▶ [Data in this exercise]:
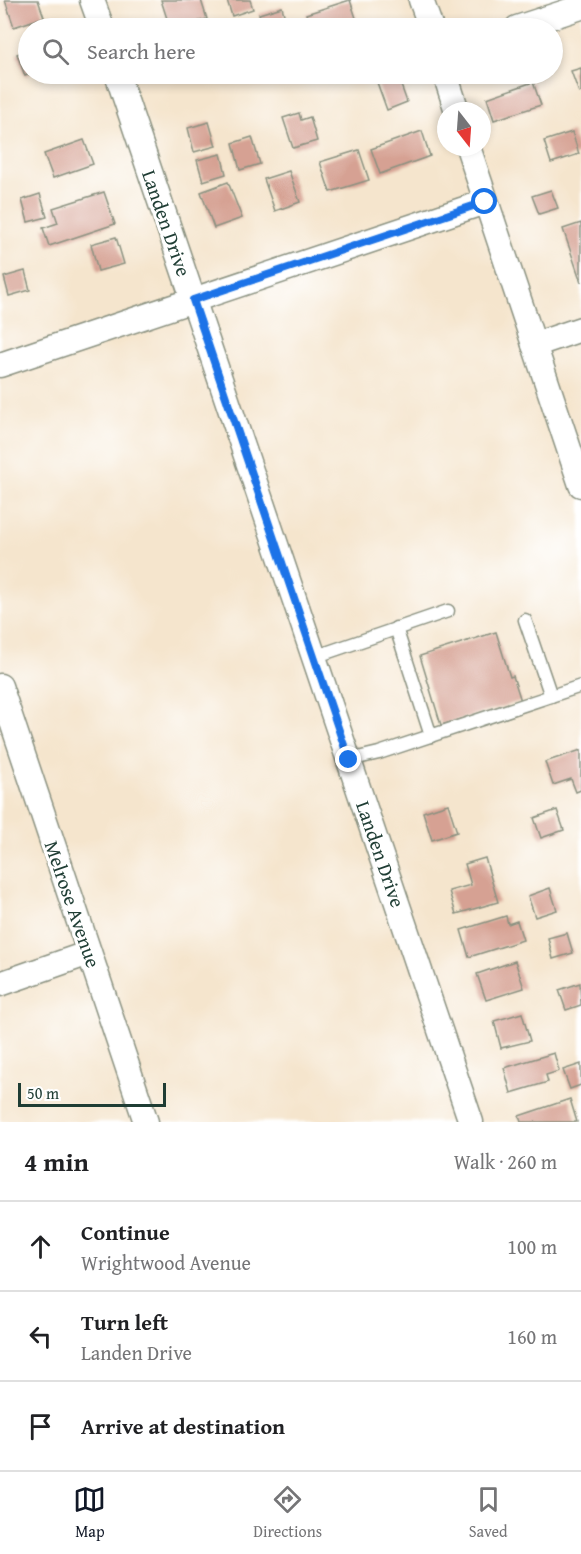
<!DOCTYPE html>
<meta charset="utf-8">
<style>
body{margin:0;font-family:"Gentium Book Plus",serif;background:#f6f6f6;color:#202124}
.compass{position:absolute;left:437px;top:102px;width:54px;height:54px;border-radius:50%;background:#fff;box-shadow:0 3px 9px #0003;rotate:163deg}
.scale{position:absolute;left:18px;bottom:15px;width:148px;box-sizing:border-box;padding-left:6px;border:3px solid #1f3d34;border-top:0;font-size:16px;line-height:21px;white-space:nowrap;color:#1f3d34;-webkit-text-stroke:4px #fff;paint-order:stroke}
.stop{position:absolute;width:18px;height:18px;margin:-14px;border:4px solid #1a73e8;border-radius:50%;background:#fff}
.stop.end{background:#1a73e8;border-color:#fff;box-shadow:0 2px 6px #0008}
.list{margin:0;padding:0;list-style:none}
h2{display:flex;justify-content:space-between;align-items:center;height:78px;margin:0;padding:0 24px;font-size:26px}
h2 small{font-size:20px;font-weight:400;color:#757577}
.list li{display:grid;grid-template-columns:39px 1fr auto;gap:18px;align-items:center;box-sizing:border-box;height:90px;padding:0 24px;border-top:2px solid #e0e0e0}
.list b{display:block;font-size:22px;white-space:nowrap}
.list p{margin:0;font-size:20px;white-space:nowrap;color:#757577}
.list em{font-size:20px;font-style:normal;color:#757577}
.icon{flex:none;width:33px;height:33px;fill:none;stroke:currentColor;stroke-width:2;stroke-linecap:round;stroke-linejoin:round}
.map{position:relative;flex:none;width:581px;height:1122px;overflow:hidden}
.search{position:absolute;background:#fff;box-shadow:0 3px 9px #0003;left:18px;right:18px;top:18px;height:66px;display:flex;align-items:center;gap:15px;box-sizing:border-box;padding:0 21px;border-radius:33px;color:#757577;font-size:22px}
.sheet{height:348px;background:#fff}
nav{display:flex;justify-content:space-around;align-items:center;box-sizing:border-box;height:84px;border-top:2px solid #e0e0e0;background:#fff;font-size:16px;color:#757577}
nav a{display:grid;justify-items:center;gap:3px}
nav .on{color:#111827}
.map>svg:first-child{display:block}
</style>
<div class="map">
<svg width="581" height="1122" viewBox="0 0 581 1122">
<rect width="100%" height="100%" fill="#fff"/>
<filter id="ink" filterUnits="userSpaceOnUse"><feTurbulence type="fractalNoise" baseFrequency=".0167" numOctaves="2"/><feDisplacementMap in="SourceGraphic" scale="12" xChannelSelector="R" yChannelSelector="G"/><feConvolveMatrix kernelMatrix="1 2 1 2 8 2 1 2 1" color-interpolation-filters="sRGB"/></filter>
<filter id="wash" filterUnits="userSpaceOnUse"><feTurbulence type="fractalNoise" baseFrequency=".008" numOctaves="4" result="noise"/><feDisplacementMap in="SourceGraphic" scale="24" xChannelSelector="R" yChannelSelector="G"/><feGaussianBlur stdDeviation="1.35" result="paint"/><feColorMatrix in="noise" values="0 0 0 0 0 0 0 0 0 0 0 0 0 0 0 0 0 1.4 0 .05"/><feComposite in="paint" operator="in"/></filter>
<g filter="url(#wash)">
<rect width="100%" height="100%" fill="#f5e5cd"/>
<g id="blocks">
<g fill="#d6a193">
<polygon points="5,0 38,0 44,17 14,27"/>
<polygon points="161,0 201,0 207,19 176,28 170,28"/>
<polygon points="227,0 250,0 253,9 232,16"/>
<polygon points="350,0 358,24 343,28 311,28 306,14"/>
<polygon points="282,7 287,26 278,28 264,28 259,14"/>
<polygon points="238,22 240,28 220,28"/>
<polygon points="28,50 28,75 25,76 17,54"/>
<polygon points="581,68 581,92 579,93 571,71"/>
<polygon points="374,74 397,74 407,102 387,110"/>
<polygon points="533,82 541,105 494,120 487,98"/>
<polygon points="299,113 301,120 310,117 317,141 293,148 283,118"/>
<polygon points="209,122 216,146 194,152 188,128"/>
<polygon points="422,131 430,156 380,174 371,149"/>
<polygon points="572,132 579,154 551,163 544,141"/>
<polygon points="252,137 260,164 240,170 233,143"/>
<polygon points="84,140 93,164 53,178 44,154"/>
<polygon points="359,150 369,180 330,192 320,162"/>
<polygon points="221,154 226,174 203,181 197,160"/>
<polygon points="289,171 300,202 275,211 264,179"/>
<polygon points="228,182 242,218 214,228 201,192"/>
<polygon points="551,190 558,208 539,214 532,196"/>
<polygon points="104,192 115,224 49,246 43,228 58,223 53,208"/>
<polygon points="40,194 47,217 28,222 22,200"/>
<polygon points="581,223 581,282 563,229"/>
<polygon points="116,237 124,264 98,271 91,244"/>
<polygon points="25,271 30,290 9,296 4,277"/>
<polygon points="496,632 510,677 513,676 521,701 441,725 420,656"/>
<polygon points="581,750 581,790 576,792 571,779 553,785 545,762"/>
<polygon points="448,804 457,832 432,840 423,812"/>
<polygon points="557,810 564,830 541,838 534,818"/>
<polygon points="485,858 498,902 456,914 449,891 471,885 465,864"/>
<polygon points="550,888 557,910 535,917 528,896"/>
<polygon points="506,916 508,924 517,921 523,940 469,957 461,930"/>
<polygon points="567,933 573,953 553,959 548,938"/>
<polygon points="515,961 524,988 486,1000 477,974"/>
<polygon points="580,983 581,1005 566,1010 559,990"/>
<polygon points="522,1013 530,1041 501,1048 494,1021"/>
<polygon points="554,1053 559,1071 546,1075 548,1082 511,1093 504,1068"/>
<polygon points="581,1064 581,1085 570,1089 563,1070"/>
<polygon points="570,1099 577,1122 521,1122 519,1116"/>
</g>
</g>
</g>
<g filter="url(#ink)">
<use href="#blocks" fill-opacity="0" stroke="#8a9180" stroke-width="1.5"/>
<g fill="none" stroke-linecap="round" stroke-linejoin="round">
<defs>
<g id="service">
<polyline points="525,620 551,696"/>
<polyline points="396,628 431,736"/>
<polyline points="314,657 448,611"/>
<polyline points="349,760 379,753 581,686"/>
</g>
<g id="minor">
<polyline points="92,0 102,28"/>
<polyline points="421,0 431,28"/>
<polyline points="517,28 581,7"/>
<polyline points="117,74 471,1122"/>
<polyline points="445,74 457,111"/>
<polyline points="468,147 581,485"/>
<polyline points="534,345 581,329"/>
<polyline points="0,365 485,202"/>
<polyline points="0,686 146,1122"/>
<polyline points="0,984 89,953"/>
</g>
</defs>
<use href="#service" stroke="#8a9180" stroke-width="15"/>
<use href="#minor" stroke="#8a9180" stroke-width="27"/>
<use href="#service" stroke="#fff" stroke-width="12"/>
<use href="#minor" stroke="#fff" stroke-width="24"/>
</g>
</g>
<g fill="none" stroke-linecap="round" stroke-linejoin="round" filter="url(#ink)">
<polyline stroke="#1a73e8" stroke-width="8" points="349,760 193,300 485,202"/>
</g>
<g text-anchor="middle" dominant-baseline="central" stroke-width="6" stroke-linejoin="round" paint-order="stroke">
<g font-size="20" fill="#1f3d34" stroke="#fff">
<text transform="translate(167 223) rotate(71)">Landen Drive</text>
<text transform="translate(381 854) rotate(71)">Landen Drive</text>
<text transform="translate(73 904) rotate(71)">Melrose Avenue</text>
</g>
</g>
</svg>
<svg class="compass" viewBox="-18 -18 36 36"><path d="M0-13l5 13h-10z" fill="#e53935"/><path d="M0 13l5-13h-10z" fill="#757577"/></svg>
<div class="scale">50 m</div>
<div class="stop" style="left:485px;top:202px"></div>
<div class="stop end" style="left:349px;top:760px"></div>
<div class="search"><svg class="icon" aria-label="search" viewBox="0 0 24 24"><circle cx="10" cy="10" r="6"/><path d="M15 15l6 6"/></svg>Search here</div>
</div>
<section class="sheet">
<h2>4 min<small>Walk · 260 m</small></h2>
<ul class="list">
<li><svg class="icon" aria-label="ahead" viewBox="0 0 24 24"><path d="M12 20V5M6 11l6-6 6 6"/></svg><div><b>Continue</b><p>Wrightwood Avenue</p></div><em>100 m</em></li>
<li><svg class="icon" aria-label="left" viewBox="0 0 24 24"><path d="M17 20v-9H6M10 6l-5 5 5 5"/></svg><div><b>Turn left</b><p>Landen Drive</p></div><em>160 m</em></li>
<li><svg class="icon" aria-label="arrive" viewBox="0 0 24 24"><path d="M6 21V4h12l-3 4 3 4H6"/></svg><div><b>Arrive at destination</b></div></li>
</ul>
</section>
<nav>
<a class="on"><svg class="icon" aria-label="map" viewBox="0 0 24 24"><path d="M3 6l6-2 6 2 6-2v14l-6 2-6-2-6 2zM9 4v14M15 6v14"/></svg>Map</a>
<a><svg class="icon" aria-label="directions" viewBox="0 0 24 24"><path d="M12 3l9 9-9 9-9-9zM9 14v-3h6M13 9l2 2-2 2"/></svg>Directions</a>
<a><svg class="icon" aria-label="saved" viewBox="0 0 24 24"><path d="M7 4h10v16l-5-4-5 4z"/></svg>Saved</a>
</nav>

▶ [Requirement]: Count the lines above that contain "fill", and give only the number.

▶ [Answer to this task]: 9